(Collected data)
↓↓↓

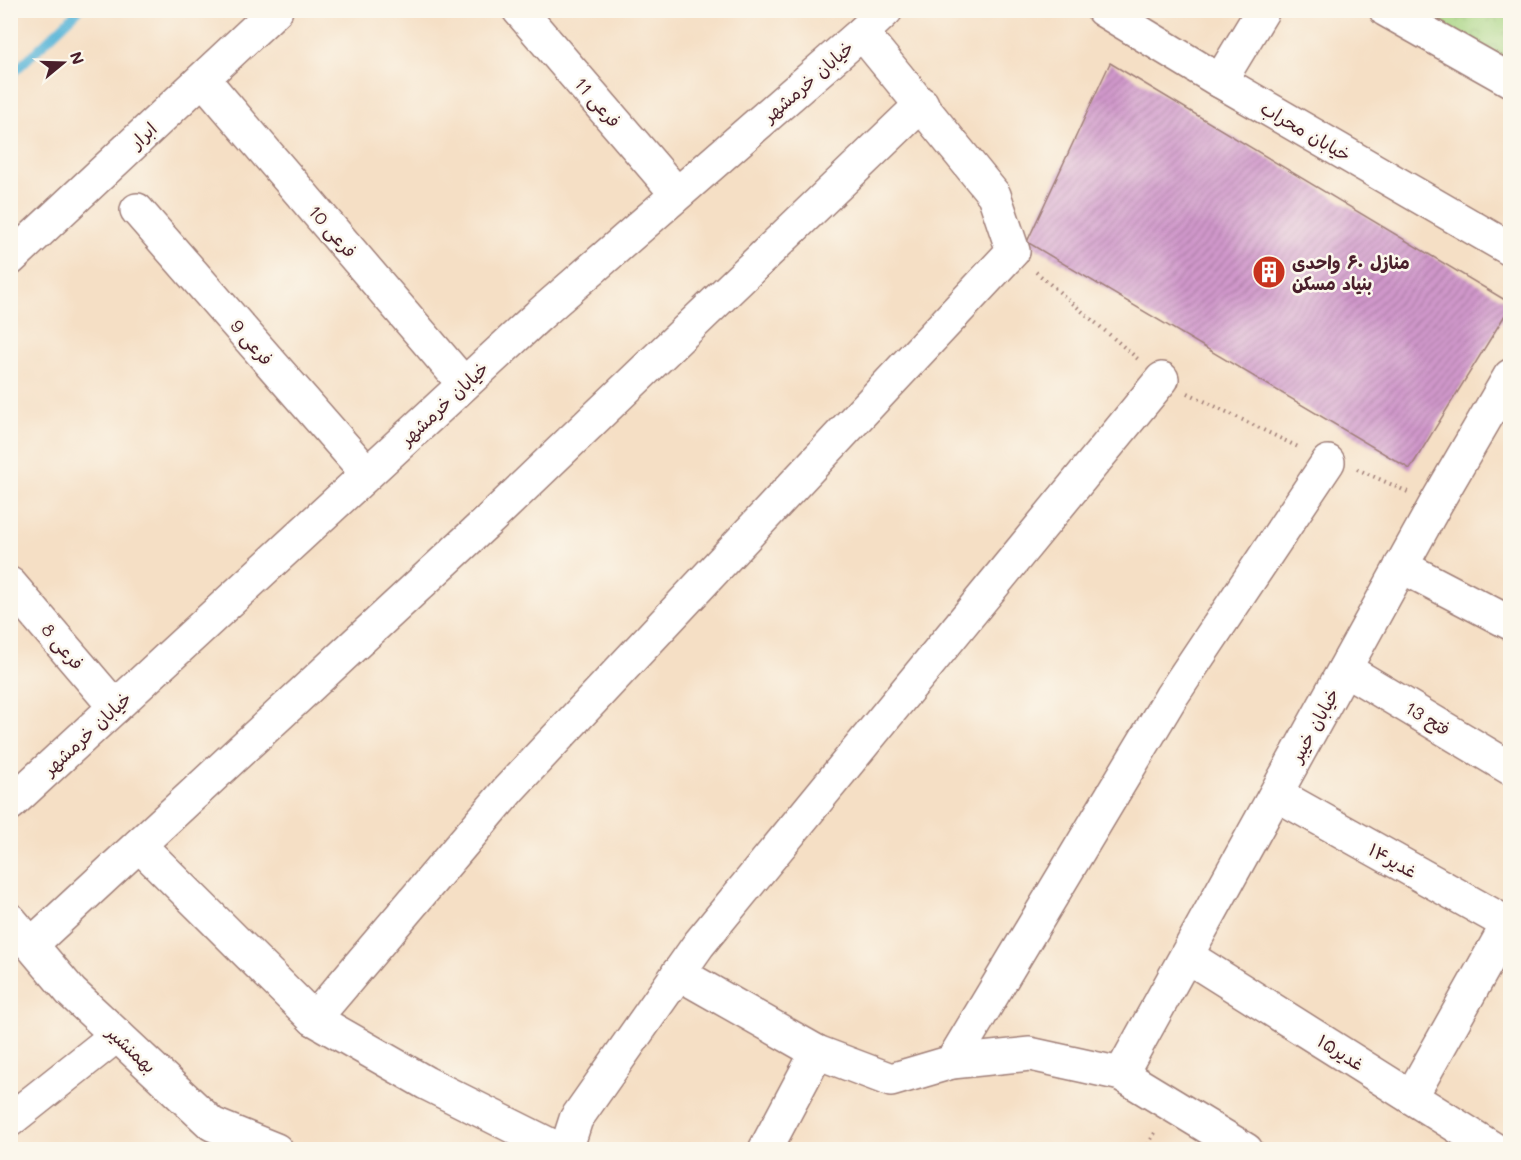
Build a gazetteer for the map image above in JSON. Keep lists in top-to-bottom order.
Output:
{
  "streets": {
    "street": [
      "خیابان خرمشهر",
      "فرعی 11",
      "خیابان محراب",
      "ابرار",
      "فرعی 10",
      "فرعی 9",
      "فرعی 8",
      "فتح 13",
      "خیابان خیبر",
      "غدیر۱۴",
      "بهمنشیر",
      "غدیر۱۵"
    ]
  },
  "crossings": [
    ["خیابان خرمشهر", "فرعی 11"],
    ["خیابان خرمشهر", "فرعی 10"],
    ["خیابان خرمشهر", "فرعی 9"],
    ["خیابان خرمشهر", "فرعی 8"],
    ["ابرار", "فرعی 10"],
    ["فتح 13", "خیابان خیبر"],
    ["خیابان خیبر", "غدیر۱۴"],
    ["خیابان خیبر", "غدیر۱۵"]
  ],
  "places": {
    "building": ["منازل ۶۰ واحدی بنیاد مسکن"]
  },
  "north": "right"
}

↑↑↑
↓↓↓

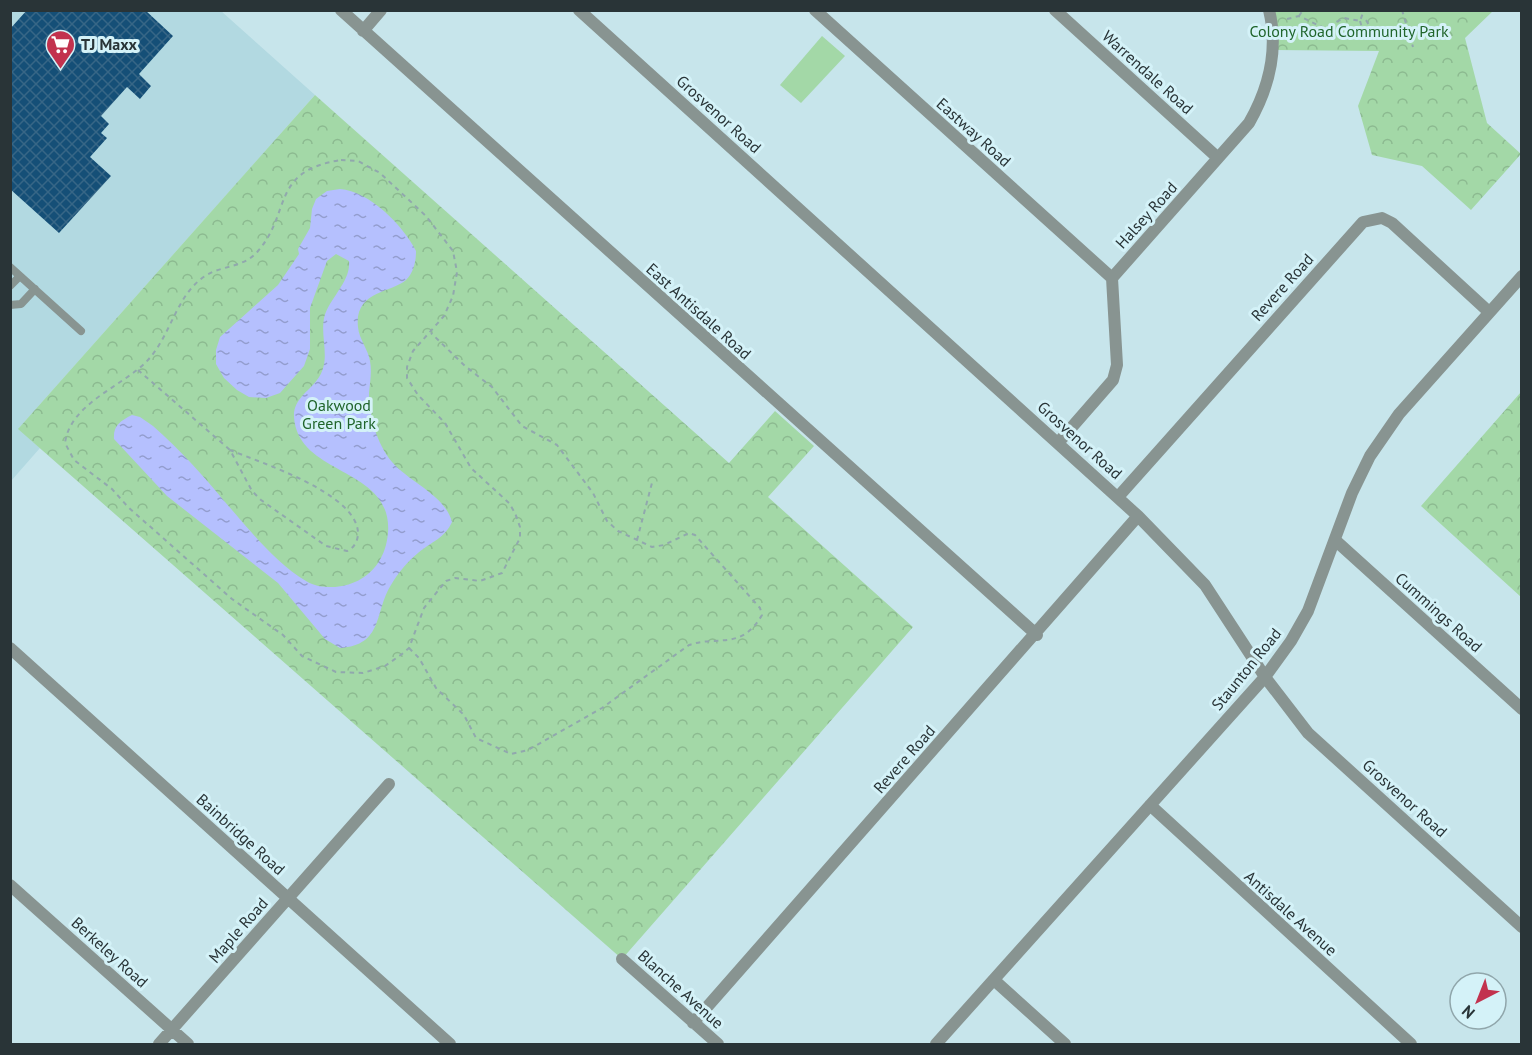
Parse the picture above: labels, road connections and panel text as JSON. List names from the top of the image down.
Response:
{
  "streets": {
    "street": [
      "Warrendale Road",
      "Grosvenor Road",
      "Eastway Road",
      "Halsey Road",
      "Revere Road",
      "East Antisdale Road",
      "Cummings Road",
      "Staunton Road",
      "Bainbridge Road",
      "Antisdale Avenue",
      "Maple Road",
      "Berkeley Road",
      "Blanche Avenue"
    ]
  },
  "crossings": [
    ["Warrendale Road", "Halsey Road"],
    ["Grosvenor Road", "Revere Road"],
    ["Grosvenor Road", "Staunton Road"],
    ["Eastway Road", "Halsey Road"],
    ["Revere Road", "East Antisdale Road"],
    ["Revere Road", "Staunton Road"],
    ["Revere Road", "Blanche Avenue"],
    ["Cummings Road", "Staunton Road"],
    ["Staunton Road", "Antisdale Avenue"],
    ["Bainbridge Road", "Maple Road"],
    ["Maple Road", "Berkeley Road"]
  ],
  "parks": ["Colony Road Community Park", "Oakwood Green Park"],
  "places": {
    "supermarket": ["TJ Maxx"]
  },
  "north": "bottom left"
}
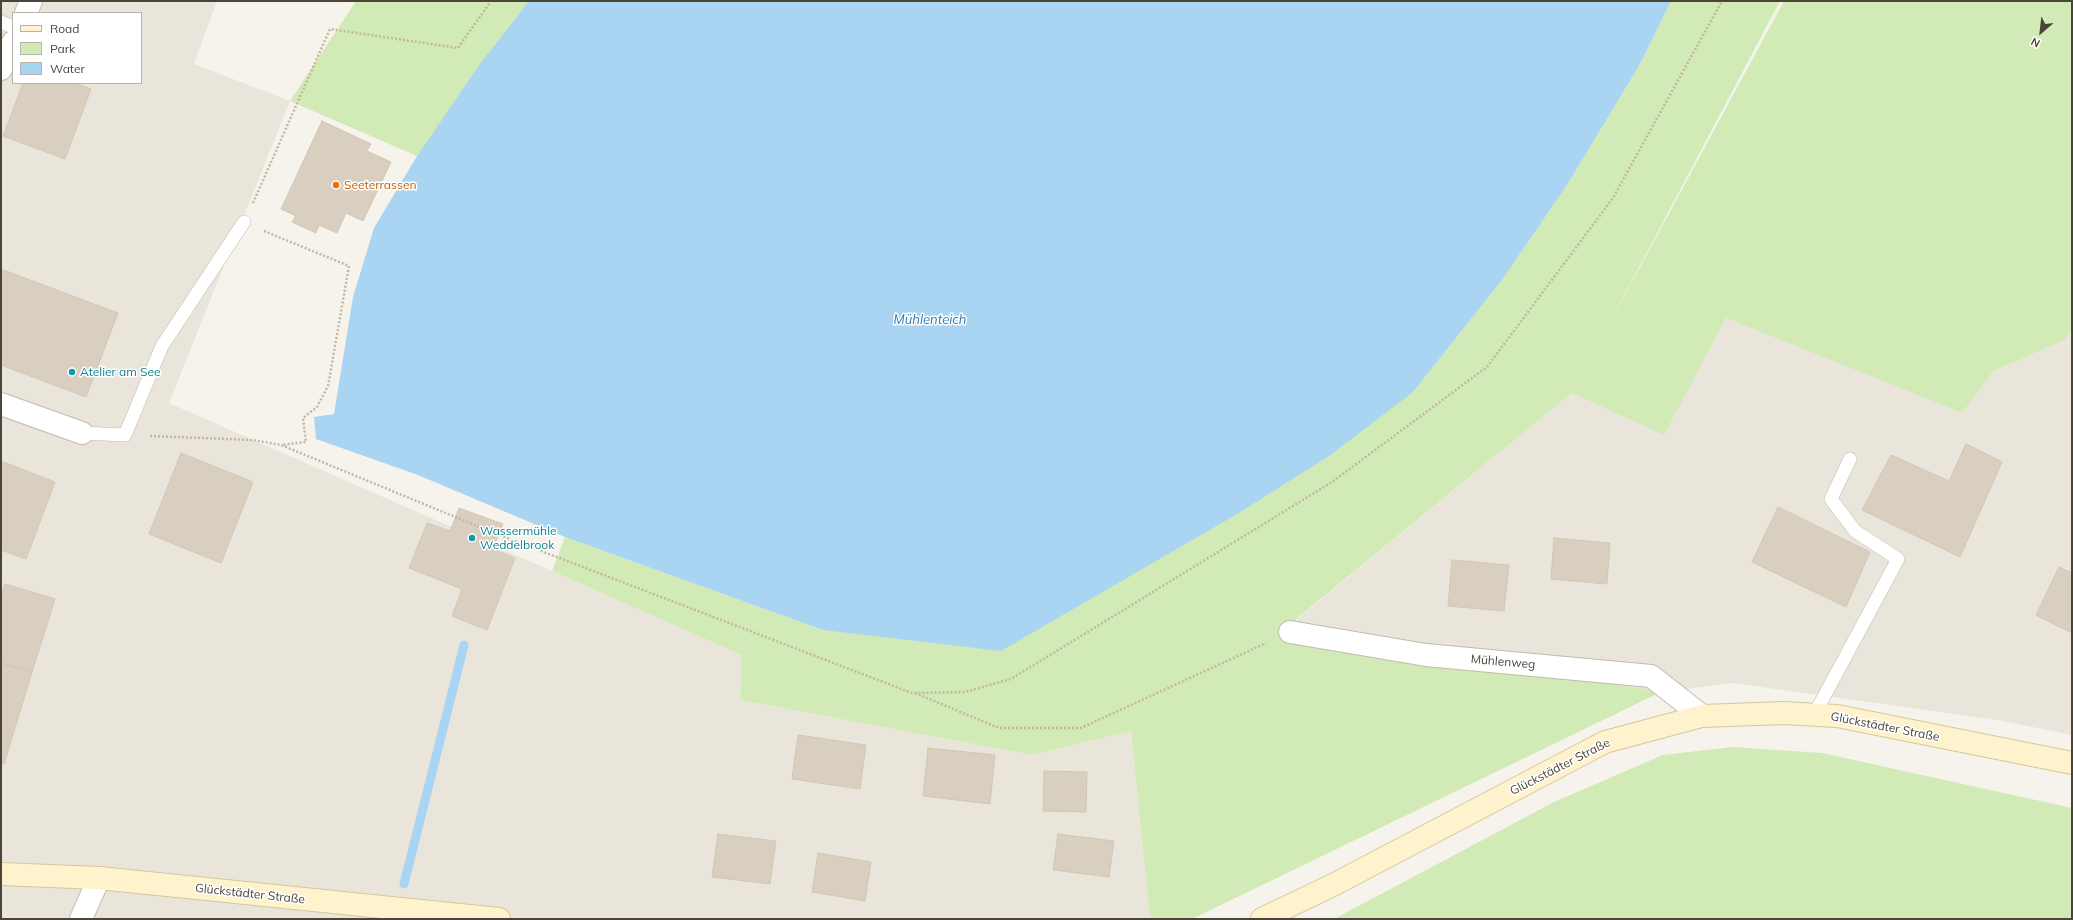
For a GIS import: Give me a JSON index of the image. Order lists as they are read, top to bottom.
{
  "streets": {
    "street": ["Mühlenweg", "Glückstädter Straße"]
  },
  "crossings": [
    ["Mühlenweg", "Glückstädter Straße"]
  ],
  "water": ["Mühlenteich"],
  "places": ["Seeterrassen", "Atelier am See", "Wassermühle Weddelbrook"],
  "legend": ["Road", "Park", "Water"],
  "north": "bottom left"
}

↑↑↑

* What this task involves:
Select and copy every line from the records that includes the word "above".

* Result for this exercise:
Build a gazetteer for the map image above in JSON. Keep lists in top-to-bottom order.
Parse the picture above: labels, road connections and panel text as JSON. List names from the top of the image down.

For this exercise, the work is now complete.